Dude, we have the same penis size. Best friends for life.
Ask Niel how long his lasts if he plays with it a lot.
he says 15-20 minutes depending on the porn.
no his phone, idiot.
Just saw 3 10-year olds in business suits drinking iced coffees at the cafe. I'm officially a failure if these kids have jobs and I don't.
i made it my goal to pee in the sink of every apartment we went to last night. i didnt use the toilet once
we were running to make last call and you stopped me and said very seriously "if i fall, go on without me. just make sure theres a beer in my hand when you go"
One minute we were getting noise complainted by the security guards the next I was shotgunning a beer with them
I feel like I'm taking part in a surprise porno.
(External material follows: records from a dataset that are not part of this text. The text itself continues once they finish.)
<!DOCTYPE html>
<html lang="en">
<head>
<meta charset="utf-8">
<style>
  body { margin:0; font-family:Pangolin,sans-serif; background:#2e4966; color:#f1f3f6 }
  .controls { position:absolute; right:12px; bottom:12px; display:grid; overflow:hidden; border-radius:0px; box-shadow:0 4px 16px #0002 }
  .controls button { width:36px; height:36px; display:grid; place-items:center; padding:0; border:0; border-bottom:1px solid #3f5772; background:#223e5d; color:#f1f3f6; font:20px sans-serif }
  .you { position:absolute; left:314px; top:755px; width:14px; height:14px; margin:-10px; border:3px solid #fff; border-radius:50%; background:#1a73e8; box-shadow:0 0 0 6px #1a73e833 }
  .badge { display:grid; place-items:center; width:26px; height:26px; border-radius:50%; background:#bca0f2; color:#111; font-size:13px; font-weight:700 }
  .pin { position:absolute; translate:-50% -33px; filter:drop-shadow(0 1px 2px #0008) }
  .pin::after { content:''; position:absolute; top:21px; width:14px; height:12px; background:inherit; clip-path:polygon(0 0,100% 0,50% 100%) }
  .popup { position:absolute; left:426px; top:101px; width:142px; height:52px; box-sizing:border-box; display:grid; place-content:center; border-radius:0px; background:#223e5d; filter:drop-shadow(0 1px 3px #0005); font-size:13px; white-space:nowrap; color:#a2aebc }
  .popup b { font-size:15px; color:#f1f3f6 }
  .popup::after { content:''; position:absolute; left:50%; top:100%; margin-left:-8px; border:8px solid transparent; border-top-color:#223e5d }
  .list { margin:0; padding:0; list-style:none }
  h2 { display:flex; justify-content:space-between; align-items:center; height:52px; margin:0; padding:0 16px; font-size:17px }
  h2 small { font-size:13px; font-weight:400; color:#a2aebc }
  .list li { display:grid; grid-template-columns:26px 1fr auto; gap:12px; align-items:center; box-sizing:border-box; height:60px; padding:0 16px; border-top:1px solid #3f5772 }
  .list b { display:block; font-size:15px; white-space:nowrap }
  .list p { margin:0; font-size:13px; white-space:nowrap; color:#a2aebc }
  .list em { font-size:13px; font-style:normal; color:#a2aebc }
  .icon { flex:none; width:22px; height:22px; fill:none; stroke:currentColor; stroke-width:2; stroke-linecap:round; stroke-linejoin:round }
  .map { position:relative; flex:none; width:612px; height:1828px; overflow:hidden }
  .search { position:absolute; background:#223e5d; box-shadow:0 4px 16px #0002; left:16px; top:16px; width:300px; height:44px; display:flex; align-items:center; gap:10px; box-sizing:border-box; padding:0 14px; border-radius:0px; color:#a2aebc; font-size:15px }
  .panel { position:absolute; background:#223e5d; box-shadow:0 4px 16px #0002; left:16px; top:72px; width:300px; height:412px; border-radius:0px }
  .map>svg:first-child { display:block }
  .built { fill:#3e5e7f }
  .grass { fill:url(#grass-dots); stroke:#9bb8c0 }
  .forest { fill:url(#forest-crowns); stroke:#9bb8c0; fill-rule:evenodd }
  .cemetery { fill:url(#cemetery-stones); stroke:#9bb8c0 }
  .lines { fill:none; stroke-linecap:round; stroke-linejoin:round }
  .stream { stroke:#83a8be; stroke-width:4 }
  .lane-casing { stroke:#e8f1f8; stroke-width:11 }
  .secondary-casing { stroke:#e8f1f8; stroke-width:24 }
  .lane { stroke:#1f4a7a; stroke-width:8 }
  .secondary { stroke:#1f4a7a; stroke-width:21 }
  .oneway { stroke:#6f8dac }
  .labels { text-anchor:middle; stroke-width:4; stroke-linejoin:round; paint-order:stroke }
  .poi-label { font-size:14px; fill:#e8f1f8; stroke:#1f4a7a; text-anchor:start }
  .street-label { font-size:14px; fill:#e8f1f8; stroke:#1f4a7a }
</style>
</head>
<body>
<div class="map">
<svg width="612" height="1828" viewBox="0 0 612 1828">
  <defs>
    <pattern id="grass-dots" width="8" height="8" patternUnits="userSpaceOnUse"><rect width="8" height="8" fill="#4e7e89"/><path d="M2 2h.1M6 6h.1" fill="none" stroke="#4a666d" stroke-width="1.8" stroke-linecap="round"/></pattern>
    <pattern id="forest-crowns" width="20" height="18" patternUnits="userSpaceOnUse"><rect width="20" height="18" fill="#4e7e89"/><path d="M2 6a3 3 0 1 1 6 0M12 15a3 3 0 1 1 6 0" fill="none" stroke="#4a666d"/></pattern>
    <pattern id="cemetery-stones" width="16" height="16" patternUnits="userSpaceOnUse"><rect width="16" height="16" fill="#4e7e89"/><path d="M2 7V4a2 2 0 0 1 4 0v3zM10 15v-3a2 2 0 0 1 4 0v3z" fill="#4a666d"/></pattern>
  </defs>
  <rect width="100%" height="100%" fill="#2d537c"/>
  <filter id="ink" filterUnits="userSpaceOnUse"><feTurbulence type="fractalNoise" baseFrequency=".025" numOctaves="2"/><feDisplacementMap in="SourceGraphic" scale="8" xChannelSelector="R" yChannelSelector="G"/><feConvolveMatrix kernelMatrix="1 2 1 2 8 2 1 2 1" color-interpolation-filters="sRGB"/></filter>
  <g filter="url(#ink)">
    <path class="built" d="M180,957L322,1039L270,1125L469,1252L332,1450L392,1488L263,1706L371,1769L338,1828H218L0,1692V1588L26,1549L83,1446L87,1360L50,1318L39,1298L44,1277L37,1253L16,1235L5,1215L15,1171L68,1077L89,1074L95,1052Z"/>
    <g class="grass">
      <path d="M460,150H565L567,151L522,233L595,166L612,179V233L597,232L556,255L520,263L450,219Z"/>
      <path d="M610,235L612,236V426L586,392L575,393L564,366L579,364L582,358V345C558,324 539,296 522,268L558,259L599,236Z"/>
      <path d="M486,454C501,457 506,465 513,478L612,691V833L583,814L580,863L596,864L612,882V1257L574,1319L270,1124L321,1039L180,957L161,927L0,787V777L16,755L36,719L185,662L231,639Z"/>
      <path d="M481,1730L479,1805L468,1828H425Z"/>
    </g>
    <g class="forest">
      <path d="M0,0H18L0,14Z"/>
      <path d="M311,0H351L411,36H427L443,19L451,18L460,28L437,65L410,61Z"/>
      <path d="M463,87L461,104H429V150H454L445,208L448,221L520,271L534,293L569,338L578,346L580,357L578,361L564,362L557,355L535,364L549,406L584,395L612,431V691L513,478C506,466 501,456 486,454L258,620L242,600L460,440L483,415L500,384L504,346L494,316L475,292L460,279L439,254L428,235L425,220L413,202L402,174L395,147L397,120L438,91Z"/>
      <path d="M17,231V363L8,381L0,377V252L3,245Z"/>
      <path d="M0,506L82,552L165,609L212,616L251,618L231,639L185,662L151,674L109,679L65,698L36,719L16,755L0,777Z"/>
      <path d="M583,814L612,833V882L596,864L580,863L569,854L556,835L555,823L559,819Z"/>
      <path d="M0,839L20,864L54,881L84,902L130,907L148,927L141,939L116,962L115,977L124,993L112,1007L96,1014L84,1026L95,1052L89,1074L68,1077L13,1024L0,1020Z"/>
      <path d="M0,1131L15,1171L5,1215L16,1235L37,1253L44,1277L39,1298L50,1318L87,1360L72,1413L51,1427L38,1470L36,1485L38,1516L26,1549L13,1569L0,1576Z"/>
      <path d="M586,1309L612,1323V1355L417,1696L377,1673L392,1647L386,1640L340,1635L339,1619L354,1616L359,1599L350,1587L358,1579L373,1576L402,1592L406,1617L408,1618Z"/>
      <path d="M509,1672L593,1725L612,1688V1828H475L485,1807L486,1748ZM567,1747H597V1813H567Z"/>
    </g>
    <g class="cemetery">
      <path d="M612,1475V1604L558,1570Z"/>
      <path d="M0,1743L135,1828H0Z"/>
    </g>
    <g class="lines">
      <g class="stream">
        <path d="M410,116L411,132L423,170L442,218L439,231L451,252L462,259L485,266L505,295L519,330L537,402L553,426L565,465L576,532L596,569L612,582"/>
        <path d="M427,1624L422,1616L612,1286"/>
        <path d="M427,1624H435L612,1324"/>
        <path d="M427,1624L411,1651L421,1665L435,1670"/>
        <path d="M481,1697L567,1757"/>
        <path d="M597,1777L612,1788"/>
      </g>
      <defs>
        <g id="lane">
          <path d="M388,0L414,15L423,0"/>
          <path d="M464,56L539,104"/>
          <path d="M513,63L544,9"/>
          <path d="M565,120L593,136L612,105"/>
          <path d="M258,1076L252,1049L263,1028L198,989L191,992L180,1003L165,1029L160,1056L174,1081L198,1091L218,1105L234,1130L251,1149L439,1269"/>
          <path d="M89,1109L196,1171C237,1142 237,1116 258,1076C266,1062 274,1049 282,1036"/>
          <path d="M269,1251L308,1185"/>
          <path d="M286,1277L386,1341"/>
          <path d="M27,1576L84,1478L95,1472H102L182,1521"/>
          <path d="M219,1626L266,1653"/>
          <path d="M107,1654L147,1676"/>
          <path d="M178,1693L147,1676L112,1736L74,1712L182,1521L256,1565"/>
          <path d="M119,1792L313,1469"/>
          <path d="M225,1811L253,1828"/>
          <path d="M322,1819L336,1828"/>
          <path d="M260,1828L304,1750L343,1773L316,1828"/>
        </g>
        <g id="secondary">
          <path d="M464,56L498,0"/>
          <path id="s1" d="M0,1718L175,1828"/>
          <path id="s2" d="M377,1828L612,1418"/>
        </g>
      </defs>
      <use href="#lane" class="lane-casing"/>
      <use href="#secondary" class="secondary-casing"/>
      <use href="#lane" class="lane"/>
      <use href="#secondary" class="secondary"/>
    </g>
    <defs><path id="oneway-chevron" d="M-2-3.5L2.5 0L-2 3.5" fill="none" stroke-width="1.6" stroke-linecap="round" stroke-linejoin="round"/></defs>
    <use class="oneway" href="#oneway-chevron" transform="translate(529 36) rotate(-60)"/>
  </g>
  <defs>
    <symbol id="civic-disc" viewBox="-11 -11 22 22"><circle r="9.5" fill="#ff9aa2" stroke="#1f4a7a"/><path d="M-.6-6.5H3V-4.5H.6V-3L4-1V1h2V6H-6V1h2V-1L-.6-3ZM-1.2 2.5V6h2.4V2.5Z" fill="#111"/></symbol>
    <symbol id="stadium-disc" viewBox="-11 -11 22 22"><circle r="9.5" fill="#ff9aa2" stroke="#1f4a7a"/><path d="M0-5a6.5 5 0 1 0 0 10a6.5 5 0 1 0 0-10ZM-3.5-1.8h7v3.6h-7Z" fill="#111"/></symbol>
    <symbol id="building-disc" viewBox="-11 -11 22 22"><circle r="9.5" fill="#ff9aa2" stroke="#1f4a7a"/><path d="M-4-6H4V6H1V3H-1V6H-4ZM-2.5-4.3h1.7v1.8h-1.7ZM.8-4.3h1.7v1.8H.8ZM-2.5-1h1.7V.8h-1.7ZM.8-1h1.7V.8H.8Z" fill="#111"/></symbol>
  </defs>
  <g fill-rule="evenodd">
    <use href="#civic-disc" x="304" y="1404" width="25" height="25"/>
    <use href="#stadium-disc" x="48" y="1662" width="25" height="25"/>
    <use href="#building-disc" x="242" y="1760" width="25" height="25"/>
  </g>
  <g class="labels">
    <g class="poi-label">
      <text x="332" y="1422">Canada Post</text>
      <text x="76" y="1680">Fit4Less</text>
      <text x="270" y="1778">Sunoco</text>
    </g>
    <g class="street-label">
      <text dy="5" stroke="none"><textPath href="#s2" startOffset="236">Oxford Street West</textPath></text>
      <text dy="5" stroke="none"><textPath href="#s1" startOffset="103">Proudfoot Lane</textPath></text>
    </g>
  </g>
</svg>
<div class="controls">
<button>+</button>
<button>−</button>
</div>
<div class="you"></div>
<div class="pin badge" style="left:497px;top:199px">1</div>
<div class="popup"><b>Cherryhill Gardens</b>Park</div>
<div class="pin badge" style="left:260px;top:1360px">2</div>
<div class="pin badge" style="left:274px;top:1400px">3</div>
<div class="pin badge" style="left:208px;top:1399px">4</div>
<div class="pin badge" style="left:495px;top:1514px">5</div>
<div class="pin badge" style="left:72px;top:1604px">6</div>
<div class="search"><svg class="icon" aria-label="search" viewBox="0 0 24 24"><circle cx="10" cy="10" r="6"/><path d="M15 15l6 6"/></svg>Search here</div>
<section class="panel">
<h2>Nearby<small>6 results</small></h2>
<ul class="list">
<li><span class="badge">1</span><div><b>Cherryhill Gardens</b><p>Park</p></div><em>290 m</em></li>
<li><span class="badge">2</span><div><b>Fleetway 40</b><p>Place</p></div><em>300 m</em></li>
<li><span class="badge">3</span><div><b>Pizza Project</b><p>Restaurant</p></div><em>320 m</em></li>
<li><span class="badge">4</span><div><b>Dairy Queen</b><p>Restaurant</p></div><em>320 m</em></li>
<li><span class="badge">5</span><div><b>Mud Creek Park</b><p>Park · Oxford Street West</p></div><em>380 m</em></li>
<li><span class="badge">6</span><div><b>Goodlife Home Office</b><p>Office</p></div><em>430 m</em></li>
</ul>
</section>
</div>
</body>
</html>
At least my hair looked good.
Who the hell poured a whole pouch of Capri Sun down my throat last night?
I don't give a damn about what he wants to do with his life. Personalities are for pussies.
That awesome feeling when you are pooping on the same toilet that nobel laureates have pooped on
We found you facedown on his couch in a pile of cheerios, with only one shoe on. Dude you said you were staying in last night.
Dude Carly, it's like, inconvinent how often you cause me to have an erection
lol hangovers are for mortals.
See I am maturing. I just got in from my DRIVE of shame......
I’m mid 4sum and you’re sending me photos of your cat. We had very different evenings.